The Middle East is on fire. The Strait of Hormuz is shut down. Oil and gas flows are choked off. So yes, fuel costs are up. Everyone gets that.

But what is happening now looks less like cost recovery and more like a surcharge stampede.

From the shipper side, fuel matters. Ocean carriers burn bunker. Air carriers burn jet fuel. Draymen and truckers feel diesel swings fast. No serious transportation person argues otherwise.

Then the racket begins.

The same fuel spike gets charged over and over at every handoff. Ocean surcharge. Air surcharge. Origin dray surcharge. Destination dray surcharge. Truck surcharge. Parcel surcharge. Final-mile surcharge. By the time the product lands on a homeowner’s porch, one fuel event has turned into a chain-wide billing party.

And that last leg is where this gets especially suspect.

On parcel and final mile, fuel is only one part of cost. Labor, sorting, delivery density, terminals, handling, failed stops, tech, and overhead usually matter more. So, when carriers slap on loud, highly visible fuel surcharges, consumers have every right to wonder: is this really about fuel, or is fuel just the excuse?

That is the issue. Not whether fuel costs are real. They are. The issue is whether surcharges go beyond extra fuel cost and become an easy pass-through with margin tucked inside.

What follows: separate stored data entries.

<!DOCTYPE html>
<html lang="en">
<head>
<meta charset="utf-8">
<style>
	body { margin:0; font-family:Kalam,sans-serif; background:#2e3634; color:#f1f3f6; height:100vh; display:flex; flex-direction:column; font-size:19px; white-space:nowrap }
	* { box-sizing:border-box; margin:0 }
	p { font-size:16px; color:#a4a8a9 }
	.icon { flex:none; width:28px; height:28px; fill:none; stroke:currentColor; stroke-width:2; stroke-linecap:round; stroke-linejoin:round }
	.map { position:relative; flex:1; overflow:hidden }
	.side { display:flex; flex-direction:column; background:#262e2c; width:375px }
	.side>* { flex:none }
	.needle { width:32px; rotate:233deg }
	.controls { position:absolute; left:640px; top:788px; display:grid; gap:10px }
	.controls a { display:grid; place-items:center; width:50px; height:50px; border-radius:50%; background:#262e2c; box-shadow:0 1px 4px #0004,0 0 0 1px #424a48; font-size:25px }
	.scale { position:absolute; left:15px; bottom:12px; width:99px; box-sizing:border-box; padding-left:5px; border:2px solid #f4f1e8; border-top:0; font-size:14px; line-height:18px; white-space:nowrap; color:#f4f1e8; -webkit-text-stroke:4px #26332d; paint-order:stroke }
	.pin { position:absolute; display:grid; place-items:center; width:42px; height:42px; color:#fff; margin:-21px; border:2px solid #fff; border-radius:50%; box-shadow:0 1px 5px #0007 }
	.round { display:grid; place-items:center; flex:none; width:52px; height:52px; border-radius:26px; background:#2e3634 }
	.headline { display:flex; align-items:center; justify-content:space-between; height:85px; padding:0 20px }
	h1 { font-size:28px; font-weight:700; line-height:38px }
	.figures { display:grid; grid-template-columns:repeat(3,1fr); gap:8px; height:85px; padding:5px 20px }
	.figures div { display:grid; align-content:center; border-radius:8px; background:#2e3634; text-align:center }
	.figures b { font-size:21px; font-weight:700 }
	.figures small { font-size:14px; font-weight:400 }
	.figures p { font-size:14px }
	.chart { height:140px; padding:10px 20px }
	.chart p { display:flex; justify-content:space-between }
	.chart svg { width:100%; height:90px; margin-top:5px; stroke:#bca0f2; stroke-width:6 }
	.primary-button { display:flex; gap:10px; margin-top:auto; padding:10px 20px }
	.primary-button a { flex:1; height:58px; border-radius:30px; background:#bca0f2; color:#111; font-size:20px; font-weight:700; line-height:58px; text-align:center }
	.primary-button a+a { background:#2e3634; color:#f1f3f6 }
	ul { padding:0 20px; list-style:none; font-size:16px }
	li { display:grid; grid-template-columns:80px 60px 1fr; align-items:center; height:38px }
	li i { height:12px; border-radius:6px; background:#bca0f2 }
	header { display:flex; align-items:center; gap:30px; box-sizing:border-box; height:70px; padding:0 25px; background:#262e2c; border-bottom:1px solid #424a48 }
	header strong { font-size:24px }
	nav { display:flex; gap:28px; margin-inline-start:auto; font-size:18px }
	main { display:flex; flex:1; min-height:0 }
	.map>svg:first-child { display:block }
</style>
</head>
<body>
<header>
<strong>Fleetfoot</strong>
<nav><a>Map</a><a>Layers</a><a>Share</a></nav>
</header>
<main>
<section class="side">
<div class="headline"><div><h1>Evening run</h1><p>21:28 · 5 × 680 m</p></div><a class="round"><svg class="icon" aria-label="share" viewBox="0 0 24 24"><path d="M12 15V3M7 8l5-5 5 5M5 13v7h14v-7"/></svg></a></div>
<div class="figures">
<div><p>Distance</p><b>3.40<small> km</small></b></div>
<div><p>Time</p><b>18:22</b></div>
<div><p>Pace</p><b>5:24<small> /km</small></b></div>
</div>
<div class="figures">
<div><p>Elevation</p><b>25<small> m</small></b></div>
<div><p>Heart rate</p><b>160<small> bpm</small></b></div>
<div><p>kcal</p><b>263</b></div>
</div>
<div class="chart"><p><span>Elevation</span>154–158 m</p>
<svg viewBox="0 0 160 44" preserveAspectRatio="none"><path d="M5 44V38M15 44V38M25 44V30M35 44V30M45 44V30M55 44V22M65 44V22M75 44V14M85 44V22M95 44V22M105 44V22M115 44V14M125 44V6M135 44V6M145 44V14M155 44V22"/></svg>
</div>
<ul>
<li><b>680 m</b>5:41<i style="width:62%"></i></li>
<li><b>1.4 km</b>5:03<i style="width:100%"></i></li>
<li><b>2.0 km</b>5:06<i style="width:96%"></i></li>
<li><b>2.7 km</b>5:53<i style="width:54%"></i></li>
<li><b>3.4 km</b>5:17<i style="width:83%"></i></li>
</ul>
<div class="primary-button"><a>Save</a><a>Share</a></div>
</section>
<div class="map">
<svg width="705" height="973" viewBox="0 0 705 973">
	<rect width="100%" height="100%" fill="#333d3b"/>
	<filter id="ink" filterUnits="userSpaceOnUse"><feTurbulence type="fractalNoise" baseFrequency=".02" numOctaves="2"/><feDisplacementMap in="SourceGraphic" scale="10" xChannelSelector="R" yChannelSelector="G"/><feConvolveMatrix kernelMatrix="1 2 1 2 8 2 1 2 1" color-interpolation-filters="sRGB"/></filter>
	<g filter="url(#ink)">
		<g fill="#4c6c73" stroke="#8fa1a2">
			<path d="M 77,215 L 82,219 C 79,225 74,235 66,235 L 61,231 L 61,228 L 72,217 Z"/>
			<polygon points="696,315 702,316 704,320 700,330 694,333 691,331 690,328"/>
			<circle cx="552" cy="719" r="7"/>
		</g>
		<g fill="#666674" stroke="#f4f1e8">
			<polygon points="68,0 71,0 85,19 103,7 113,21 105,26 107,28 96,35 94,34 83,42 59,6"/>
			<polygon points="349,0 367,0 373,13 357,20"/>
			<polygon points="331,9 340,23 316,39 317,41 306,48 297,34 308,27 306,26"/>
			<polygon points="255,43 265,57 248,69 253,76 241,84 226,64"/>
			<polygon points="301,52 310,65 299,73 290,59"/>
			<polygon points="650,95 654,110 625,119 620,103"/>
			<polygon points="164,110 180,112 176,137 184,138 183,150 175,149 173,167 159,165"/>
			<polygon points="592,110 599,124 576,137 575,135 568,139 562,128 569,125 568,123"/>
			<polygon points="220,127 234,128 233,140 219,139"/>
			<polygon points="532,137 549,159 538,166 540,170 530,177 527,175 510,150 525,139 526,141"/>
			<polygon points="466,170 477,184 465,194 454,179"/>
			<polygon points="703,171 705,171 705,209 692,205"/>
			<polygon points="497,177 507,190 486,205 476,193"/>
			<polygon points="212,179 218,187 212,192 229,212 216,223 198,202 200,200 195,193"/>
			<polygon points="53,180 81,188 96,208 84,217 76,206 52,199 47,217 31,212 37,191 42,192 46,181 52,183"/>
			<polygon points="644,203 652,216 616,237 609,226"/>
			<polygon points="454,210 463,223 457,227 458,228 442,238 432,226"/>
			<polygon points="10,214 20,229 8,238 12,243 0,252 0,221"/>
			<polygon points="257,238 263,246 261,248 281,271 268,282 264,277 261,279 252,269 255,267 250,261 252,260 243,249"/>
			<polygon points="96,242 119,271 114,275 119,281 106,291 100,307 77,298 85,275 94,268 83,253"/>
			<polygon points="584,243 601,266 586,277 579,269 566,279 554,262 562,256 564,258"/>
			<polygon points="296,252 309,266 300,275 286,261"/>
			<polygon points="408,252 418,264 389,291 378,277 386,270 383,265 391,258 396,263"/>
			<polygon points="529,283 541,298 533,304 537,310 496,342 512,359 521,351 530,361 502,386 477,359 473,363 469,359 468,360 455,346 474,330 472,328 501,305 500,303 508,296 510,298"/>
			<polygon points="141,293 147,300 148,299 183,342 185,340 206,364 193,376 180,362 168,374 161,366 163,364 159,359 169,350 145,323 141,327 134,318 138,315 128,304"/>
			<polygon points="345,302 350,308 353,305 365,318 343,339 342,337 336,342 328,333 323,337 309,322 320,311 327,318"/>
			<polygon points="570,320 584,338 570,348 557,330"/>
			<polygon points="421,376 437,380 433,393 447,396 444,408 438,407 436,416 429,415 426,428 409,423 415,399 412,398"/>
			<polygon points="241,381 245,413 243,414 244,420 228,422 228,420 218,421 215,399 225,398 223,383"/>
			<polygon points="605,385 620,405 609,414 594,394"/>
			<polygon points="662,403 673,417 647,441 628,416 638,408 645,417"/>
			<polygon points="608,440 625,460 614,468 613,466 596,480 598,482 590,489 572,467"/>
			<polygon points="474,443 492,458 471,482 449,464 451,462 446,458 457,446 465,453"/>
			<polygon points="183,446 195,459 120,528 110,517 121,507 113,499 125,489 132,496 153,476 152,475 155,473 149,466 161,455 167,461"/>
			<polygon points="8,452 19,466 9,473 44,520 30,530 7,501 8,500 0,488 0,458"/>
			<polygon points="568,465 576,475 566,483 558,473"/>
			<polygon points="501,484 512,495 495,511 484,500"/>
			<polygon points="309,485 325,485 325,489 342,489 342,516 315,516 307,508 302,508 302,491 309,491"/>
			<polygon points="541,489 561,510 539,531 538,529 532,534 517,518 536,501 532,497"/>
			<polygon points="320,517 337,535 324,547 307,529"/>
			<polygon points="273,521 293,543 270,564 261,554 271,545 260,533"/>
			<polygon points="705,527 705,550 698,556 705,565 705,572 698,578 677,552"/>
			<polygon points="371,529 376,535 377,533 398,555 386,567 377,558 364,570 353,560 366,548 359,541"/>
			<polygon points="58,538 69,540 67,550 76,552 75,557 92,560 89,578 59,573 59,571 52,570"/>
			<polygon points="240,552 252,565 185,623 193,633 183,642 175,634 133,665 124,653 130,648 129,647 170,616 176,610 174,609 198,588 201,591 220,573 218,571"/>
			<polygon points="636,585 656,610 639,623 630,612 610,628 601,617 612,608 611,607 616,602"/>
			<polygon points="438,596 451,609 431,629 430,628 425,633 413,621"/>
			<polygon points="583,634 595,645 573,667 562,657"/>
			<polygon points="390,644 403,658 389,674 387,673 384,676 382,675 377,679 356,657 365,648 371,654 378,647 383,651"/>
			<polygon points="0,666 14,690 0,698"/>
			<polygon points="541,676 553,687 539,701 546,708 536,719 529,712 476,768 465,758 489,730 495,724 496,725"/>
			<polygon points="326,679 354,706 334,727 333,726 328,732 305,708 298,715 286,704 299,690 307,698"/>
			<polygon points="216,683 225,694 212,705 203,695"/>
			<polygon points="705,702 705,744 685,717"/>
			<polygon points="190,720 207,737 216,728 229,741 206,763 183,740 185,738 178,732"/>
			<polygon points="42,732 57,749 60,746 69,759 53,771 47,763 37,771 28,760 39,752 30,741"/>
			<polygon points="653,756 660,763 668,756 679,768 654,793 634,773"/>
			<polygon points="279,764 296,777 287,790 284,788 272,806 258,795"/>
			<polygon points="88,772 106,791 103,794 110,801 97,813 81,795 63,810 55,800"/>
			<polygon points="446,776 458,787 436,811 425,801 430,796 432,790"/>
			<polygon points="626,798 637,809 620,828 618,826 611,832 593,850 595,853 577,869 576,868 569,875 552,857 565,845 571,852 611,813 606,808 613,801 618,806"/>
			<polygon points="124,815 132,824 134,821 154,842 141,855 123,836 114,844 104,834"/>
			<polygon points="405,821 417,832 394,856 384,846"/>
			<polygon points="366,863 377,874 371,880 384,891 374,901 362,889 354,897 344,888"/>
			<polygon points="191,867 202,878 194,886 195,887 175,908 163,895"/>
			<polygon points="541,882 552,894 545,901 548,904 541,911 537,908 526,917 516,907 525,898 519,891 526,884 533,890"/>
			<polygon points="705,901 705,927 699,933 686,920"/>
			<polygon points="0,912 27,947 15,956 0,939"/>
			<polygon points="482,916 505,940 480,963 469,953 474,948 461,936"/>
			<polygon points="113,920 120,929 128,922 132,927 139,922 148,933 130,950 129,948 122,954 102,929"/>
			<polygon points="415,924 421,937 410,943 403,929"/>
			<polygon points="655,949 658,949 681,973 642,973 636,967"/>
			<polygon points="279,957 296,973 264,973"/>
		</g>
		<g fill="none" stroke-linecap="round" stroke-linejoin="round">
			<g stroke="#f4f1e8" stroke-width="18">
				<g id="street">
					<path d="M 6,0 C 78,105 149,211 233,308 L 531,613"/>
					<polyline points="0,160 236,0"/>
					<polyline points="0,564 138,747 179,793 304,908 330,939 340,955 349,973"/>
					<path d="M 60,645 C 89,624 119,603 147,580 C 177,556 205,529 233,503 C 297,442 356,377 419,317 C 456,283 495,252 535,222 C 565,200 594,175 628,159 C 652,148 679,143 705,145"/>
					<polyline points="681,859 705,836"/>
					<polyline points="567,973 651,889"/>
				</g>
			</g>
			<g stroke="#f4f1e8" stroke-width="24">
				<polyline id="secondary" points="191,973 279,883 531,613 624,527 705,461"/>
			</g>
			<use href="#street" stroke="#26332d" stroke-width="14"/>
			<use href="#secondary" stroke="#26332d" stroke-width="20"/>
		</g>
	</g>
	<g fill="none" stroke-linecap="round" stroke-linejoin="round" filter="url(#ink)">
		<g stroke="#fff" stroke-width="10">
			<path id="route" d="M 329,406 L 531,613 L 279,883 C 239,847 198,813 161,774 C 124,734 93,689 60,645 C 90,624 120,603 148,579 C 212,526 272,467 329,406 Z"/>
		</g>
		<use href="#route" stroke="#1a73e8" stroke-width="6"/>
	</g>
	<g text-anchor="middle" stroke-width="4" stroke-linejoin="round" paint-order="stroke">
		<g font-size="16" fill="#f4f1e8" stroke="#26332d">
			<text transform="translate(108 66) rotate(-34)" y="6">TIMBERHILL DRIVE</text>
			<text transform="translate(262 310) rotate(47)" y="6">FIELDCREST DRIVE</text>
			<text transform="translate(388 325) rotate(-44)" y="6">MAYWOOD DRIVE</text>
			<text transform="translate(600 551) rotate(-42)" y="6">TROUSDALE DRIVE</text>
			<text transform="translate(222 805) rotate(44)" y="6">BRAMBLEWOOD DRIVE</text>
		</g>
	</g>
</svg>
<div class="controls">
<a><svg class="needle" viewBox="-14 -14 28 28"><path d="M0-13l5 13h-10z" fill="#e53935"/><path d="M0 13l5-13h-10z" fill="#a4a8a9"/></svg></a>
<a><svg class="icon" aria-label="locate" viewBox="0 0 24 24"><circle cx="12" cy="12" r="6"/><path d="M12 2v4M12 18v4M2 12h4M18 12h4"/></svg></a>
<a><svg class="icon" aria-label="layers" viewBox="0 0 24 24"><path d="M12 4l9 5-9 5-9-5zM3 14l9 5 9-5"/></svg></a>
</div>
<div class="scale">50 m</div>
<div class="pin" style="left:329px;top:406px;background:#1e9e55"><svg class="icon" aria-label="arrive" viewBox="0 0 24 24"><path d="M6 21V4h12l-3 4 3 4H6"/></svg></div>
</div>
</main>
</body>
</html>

A fair surcharge should be clear, temporary, tied to a real index, and come down when fuel comes down. Too often we get the opposite: vague formulas, sticky fees, and “temporary” charges that never seem to leave.

My view - Passing through part of a real fuel spike is fair. Passing through all of it, all along the chain, look a lot like taking advantage of the end consumer!